Clin-STAR Journey Story
Raele Robison, PhD, CCC-SLP
Postdoctoral Fellow
Swallowing and Salivary Bioscience Laboratory
Department of Medicine, University of Wisconsin-Madison
From Paper Plates to Dinner Plates: A Speech Language Pathologist Helps Patients with Dysphagia
Raele Robison, PhD, CCC-SLP is currently a postdoctoral fellow in the Department of Medicine at the University of Wisconsin-Madison. But seeds of her career were planted in high school: “It all started with a paper plate,” she said. After school one day, she found a paper plate stuck in her doorway with a note on it. Her neighbor was retiring from her speech-language pathology position in the local schools, and she asked Raele to help her sort through 30 years of materials. As the two of them worked on organizing, Raele could see the joy and pride her neighbor felt by helping myriad children over the years through speech language pathology. Right then, Raele knew, “I also wanted this kind of a professional purpose—one that was both fulfilling and joyful.”

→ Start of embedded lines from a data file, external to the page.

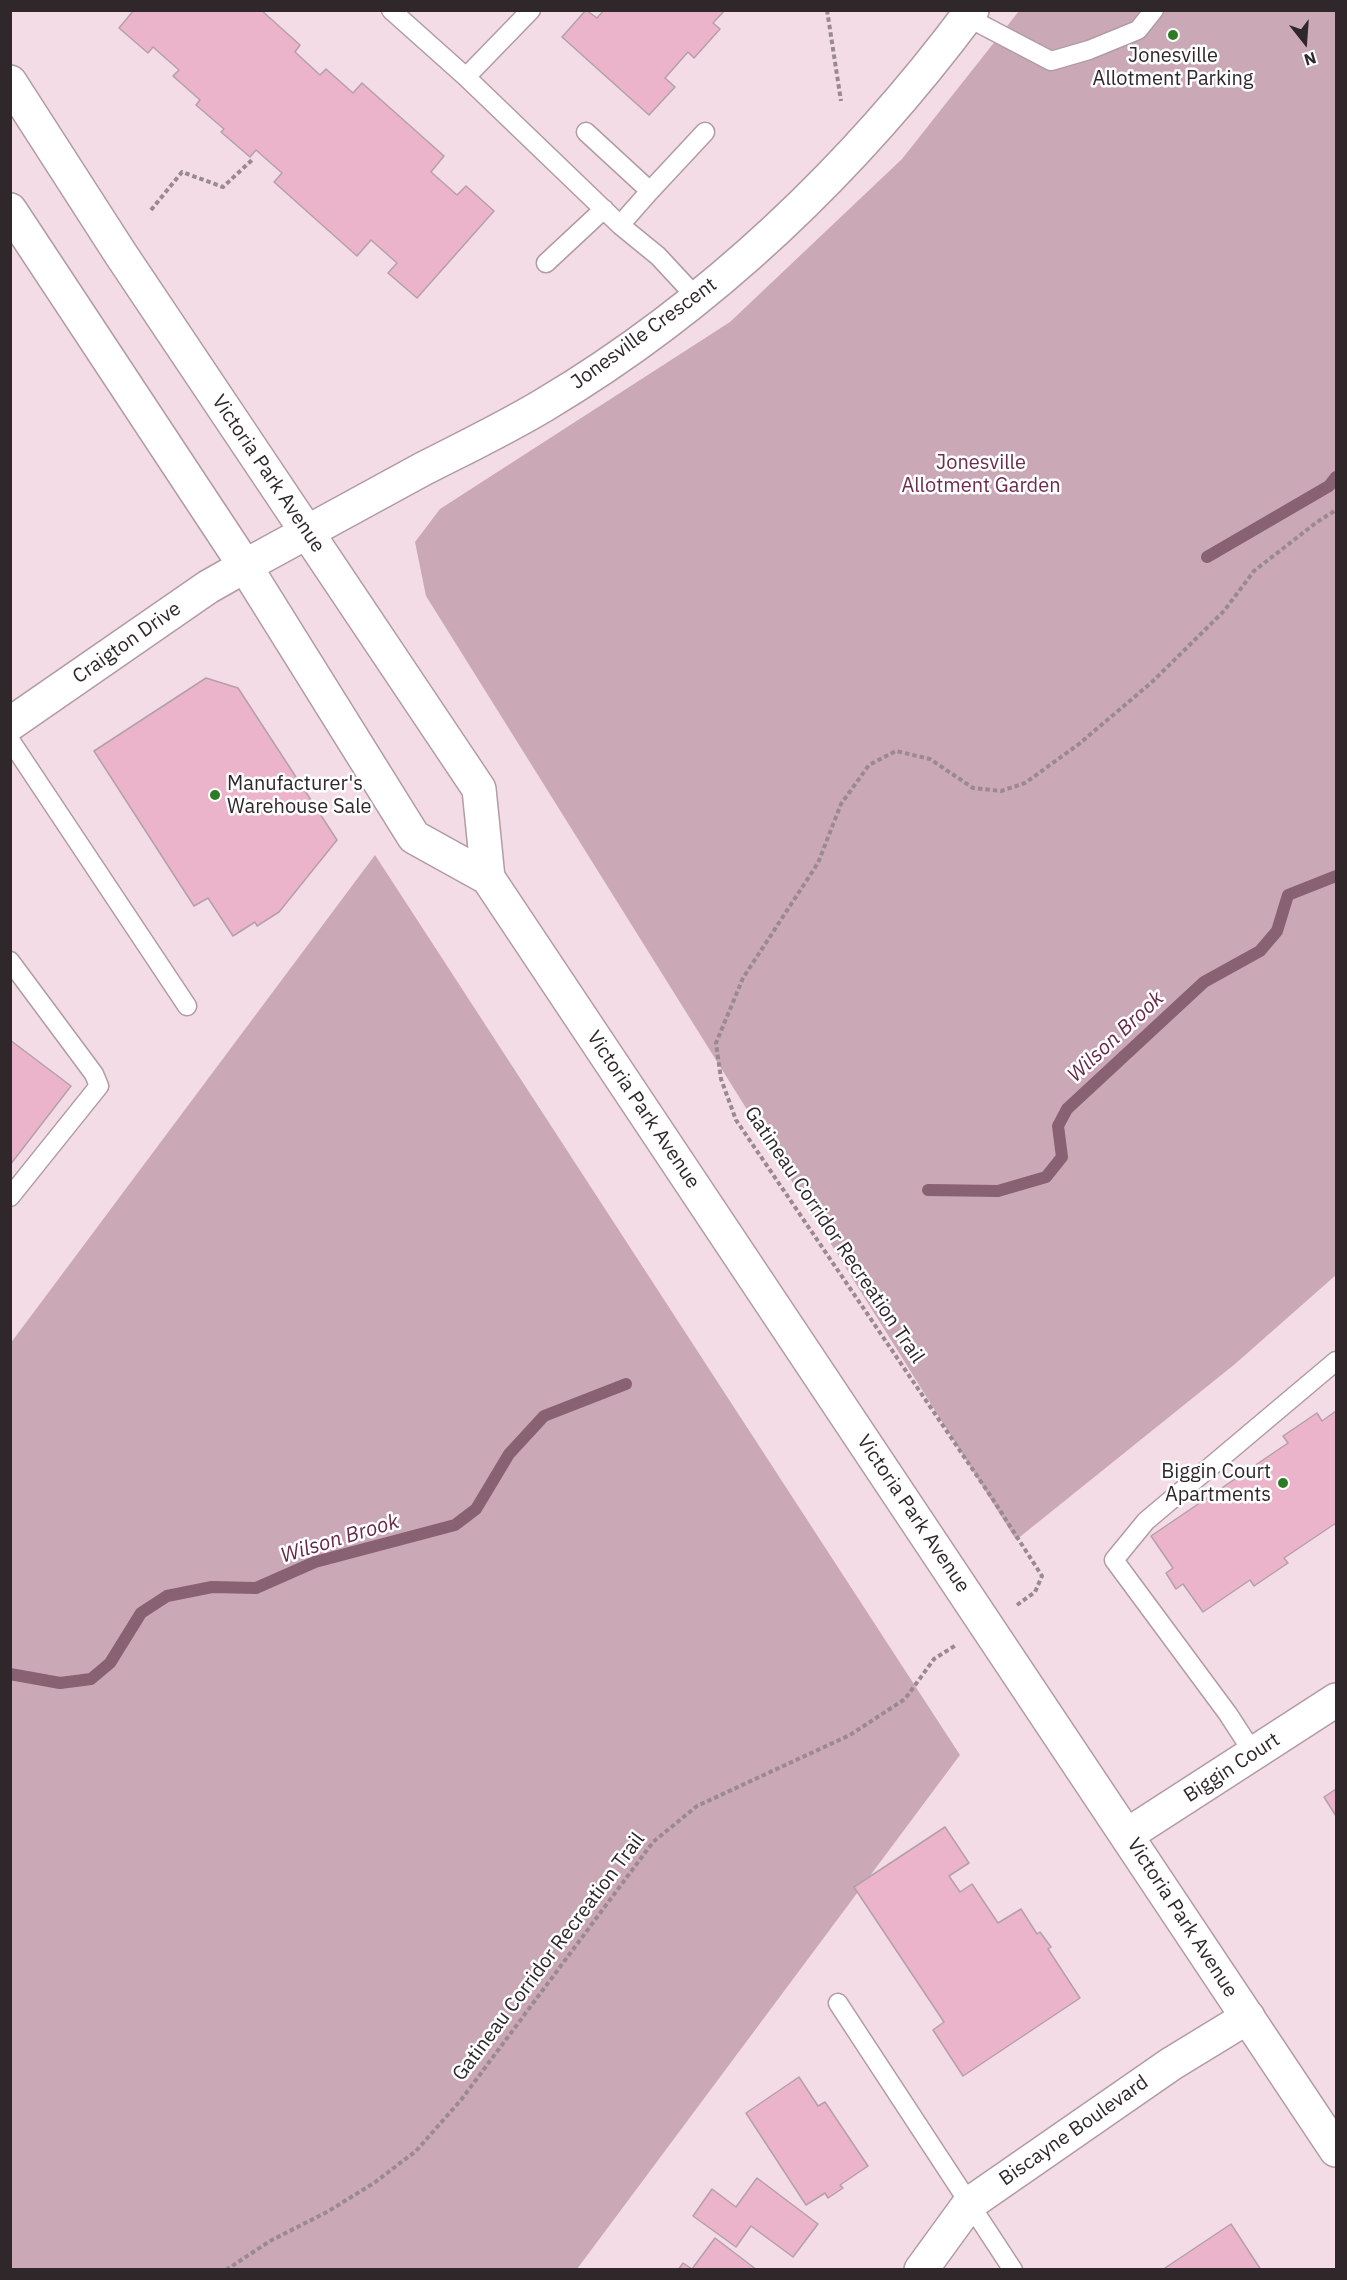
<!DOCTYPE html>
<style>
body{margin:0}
#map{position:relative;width:1347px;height:2280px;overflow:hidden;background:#f3dce5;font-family:"IBM Plex Sans",sans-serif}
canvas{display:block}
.frame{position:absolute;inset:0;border:12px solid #2f272a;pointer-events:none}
.north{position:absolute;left:1275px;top:12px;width:60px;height:60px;-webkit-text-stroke:4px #fff;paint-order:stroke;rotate:163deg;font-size:16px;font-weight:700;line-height:24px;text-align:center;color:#2f272a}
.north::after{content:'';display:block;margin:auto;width:21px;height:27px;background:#2f272a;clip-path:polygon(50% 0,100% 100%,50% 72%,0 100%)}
</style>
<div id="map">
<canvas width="1347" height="2280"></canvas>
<div class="frame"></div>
<div class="north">N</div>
</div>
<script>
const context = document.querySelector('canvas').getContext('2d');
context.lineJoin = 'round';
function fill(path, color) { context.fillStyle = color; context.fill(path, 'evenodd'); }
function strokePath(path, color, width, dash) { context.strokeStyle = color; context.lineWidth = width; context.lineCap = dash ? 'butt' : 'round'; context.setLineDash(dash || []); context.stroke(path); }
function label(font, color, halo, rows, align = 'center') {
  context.font = font + ' "IBM Plex Sans",sans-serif'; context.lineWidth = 5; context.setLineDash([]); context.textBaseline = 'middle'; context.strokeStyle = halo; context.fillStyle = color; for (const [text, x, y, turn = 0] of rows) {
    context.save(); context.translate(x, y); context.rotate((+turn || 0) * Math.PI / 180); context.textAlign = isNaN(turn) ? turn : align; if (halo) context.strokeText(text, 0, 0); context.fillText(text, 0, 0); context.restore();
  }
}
fill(new Path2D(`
 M1019 11H1336V1275L1235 1364 1016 1540 426 596 415 542 440 509 730 322 902 159Z
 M375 855 960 1755 577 2269H11L10 1344Z`), '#cba8b6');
strokePath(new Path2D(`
 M1207 557 1329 486 1336 477
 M928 1190 998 1191 1046 1177 1062 1157 1058 1126 1067 1109 1204 982 1260 951 1277 931 1288 895 1336 876
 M10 1674 60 1683 91 1679 110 1663 141 1613 167 1596 212 1587 256 1588 315 1562 455 1525 476 1509 509 1454 544 1416 626 1384`), '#886172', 12);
const building = new Path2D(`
 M134 10H261L300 45 295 52 320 75 326 69 353 93 362 83 444 156 431 172 457 195 466 186 494 211 417 298 388 273 397 263 371 240 357 256 274 182 282 173 256 150 250 157 221 132 224 129 196 105 200 100 173 76 179 70 153 47 148 53 119 28Z
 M586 10 597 18 604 10H725L713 23 720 29 694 58 688 52 665 78 675 87 649 115 562 37Z
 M206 678 238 688 337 840 279 912 257 926 255 922 233 936 208 898 194 906 94 751Z
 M10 1040 71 1086 10 1165Z
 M1336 1411V1523L1284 1558 1288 1563 1254 1586 1250 1580 1203 1612 1183 1584 1176 1589 1166 1573 1173 1568 1151 1536 1288 1443 1283 1436 1317 1413 1322 1421Z
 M1336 1789V1816L1324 1797Z
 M945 1827 969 1863 949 1876 960 1892 972 1884 998 1923 1021 1909 1037 1934 1040 1932 1051 1947 1048 1949 1080 1998 963 2076 933 2030 944 2022 854 1887Z
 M799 2077 818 2106 825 2102 868 2166 840 2185 843 2188 828 2198 825 2193 806 2205 746 2113Z
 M757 2178 818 2224 793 2257 751 2226 736 2247 693 2216 712 2189 736 2207Z
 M1231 2224 1261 2270H1162Z
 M715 2238 757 2270H678L683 2263 692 2269Z`);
fill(building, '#ecb4cb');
strokePath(building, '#b59fa8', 1.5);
const service = new Path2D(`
 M391 10 466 77
 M531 10 466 77 620 225 658 256 697 298
 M967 17 1051 61 1089 50 1138 30 1154 10
 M586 132 650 191 620 225
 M650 191 705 132
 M546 263 604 209
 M10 740 187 1006
 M10 961 94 1074 99 1086 10 1197
 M1254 1754 1228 1714 1114 1560 1146 1521 1336 1361
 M838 2003 1013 2270`);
const minor = new Path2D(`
 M10 724 208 587 245 566
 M1127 1835 1336 1700
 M921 2270 969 2204 1171 2064 1248 2017`);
const tertiary = new Path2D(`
 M245 566C304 534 362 502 421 470 462 449 504 429 544 405 712 305 856 166 972 10`);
const secondary = new Path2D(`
 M10 82 120 253 479 789 488 878
 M10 210 245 566 414 837 488 878 1336 2150`);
strokePath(service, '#b19ba4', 21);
strokePath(minor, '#b19ba4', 36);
strokePath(tertiary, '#b19ba4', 36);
strokePath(secondary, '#b19ba4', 36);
strokePath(new Path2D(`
 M827 10 841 101
 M151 210 182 172 223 187 253 159
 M1017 1605 1035 1592 1042 1576 992 1498 736 1120 721 1079 716 1043 743 978 818 863 841 804 869 765 896 751 930 759 973 788 1001 791 1025 783 1079 744 1152 682 1224 611 1254 571 1317 522 1336 510
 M226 2270 270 2241 327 2212 374 2183 416 2151 461 2100 653 1842 697 1806 850 1735 905 1699 934 1659 956 1645`), '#9a8a90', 4, [4.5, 3]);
strokePath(service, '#fff', 18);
strokePath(minor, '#fff', 33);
strokePath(tertiary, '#fff', 33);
strokePath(secondary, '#fff', 33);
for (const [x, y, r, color] of [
 [1173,35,6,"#2c7c25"],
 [215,795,6,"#2c7c25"],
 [1283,1483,6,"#2c7c25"]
]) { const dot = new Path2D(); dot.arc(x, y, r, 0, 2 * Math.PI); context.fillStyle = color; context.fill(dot); strokePath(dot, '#fff', 2); }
label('20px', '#2f272a', '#fff', [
 ["Jonesville",1173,56],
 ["Allotment Parking",1173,79],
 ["Manufacturer's",227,784,"left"],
 ["Warehouse Sale",227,807,"left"],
 ["Biggin Court",1271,1472,"right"],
 ["Apartments",1271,1495,"right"]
]);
label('20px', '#2f272a', '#fff', [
 ["Jonesville Crescent",644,334,-36],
 ["Victoria Park Avenue",268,474,56],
 ["Craigton Drive",127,643,-35],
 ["Victoria Park Avenue",643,1110,56],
 ["Gatineau Corridor Recreation Trail",834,1235,56],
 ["Victoria Park Avenue",913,1514,56],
 ["Biggin Court",1232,1768,-33],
 ["Victoria Park Avenue",1182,1918,57],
 ["Gatineau Corridor Recreation Trail",549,1957,-53],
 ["Biscayne Boulevard",1074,2131,-35]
]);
label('20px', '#6d2c4c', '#fff', [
 ["Jonesville",981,463],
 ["Allotment Garden",981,486]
]);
label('italic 21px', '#682747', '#fff', [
 ["Wilson Brook",1116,1037,-43],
 ["Wilson Brook",340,1539,-17]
]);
</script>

With this beginning and deciding that she was more interested in the medical side of the field, Raele worked at a local hospital as a patient safety assistant. She cared for hospitalized patients who were confused, agitated, or going into or coming out of surgery. Because she worked from 3 to 11 pm, her shift included dinnertime. She remarks, “When I witnessed the profound and emotional effects that being unable to eat had on patients, I became determined to study swallowing and dysphagia.”
She set off for Florida without much of a plan, thinking that “it will all work out with a senior researcher who was active in the dysphagia field.” Remarkably, it did, with Raele first joining the lab of Dr. Emily Plowman and later as a postdoc securing a place in the lab of Dr. Nicole Rugus-Pulia, Director of the Swallowing and Bioscience Laboratory, who remains Raele’s primary mentor to this day. Raele worked with patients who had amyotrophic lateral sclerosis and earned her PhD in the University of Florida rehab sciences program. NIH funding covered some of her predoctoral and postdoctoral research, during which time she developed an interest in geriatric medicine, functional reserve, and frailty. Her current research project involves investigating the relationship between frailty and swallowing. Through this project and working in geriatric medicine, she came to understand the need for health equity research in the field of dysphagia. She says, “When we evaluate swallowing, much depends on the environment and environmental resources, good social support, good grocery stores, and transportation. This includes looking for opportunities and ways to not only contribute to geriatric medicine but also to incorporate health equity, which has been overlooked in the world of dysphagia.”
Dr. Robison’s introduction to Clin-STAR was when she joined the Frailty Research Interest Group. Speech-language pathologists are already familiar with a lot of the frailty instruments, although they are usually performed by someone else. The Interest Group has allowed her to think and talk about frailty in a more holistic way, interfacing with others in the fields of geriatrics and gerontology. She is also involved with a collaborative paper being prepared by members of the Interest Group.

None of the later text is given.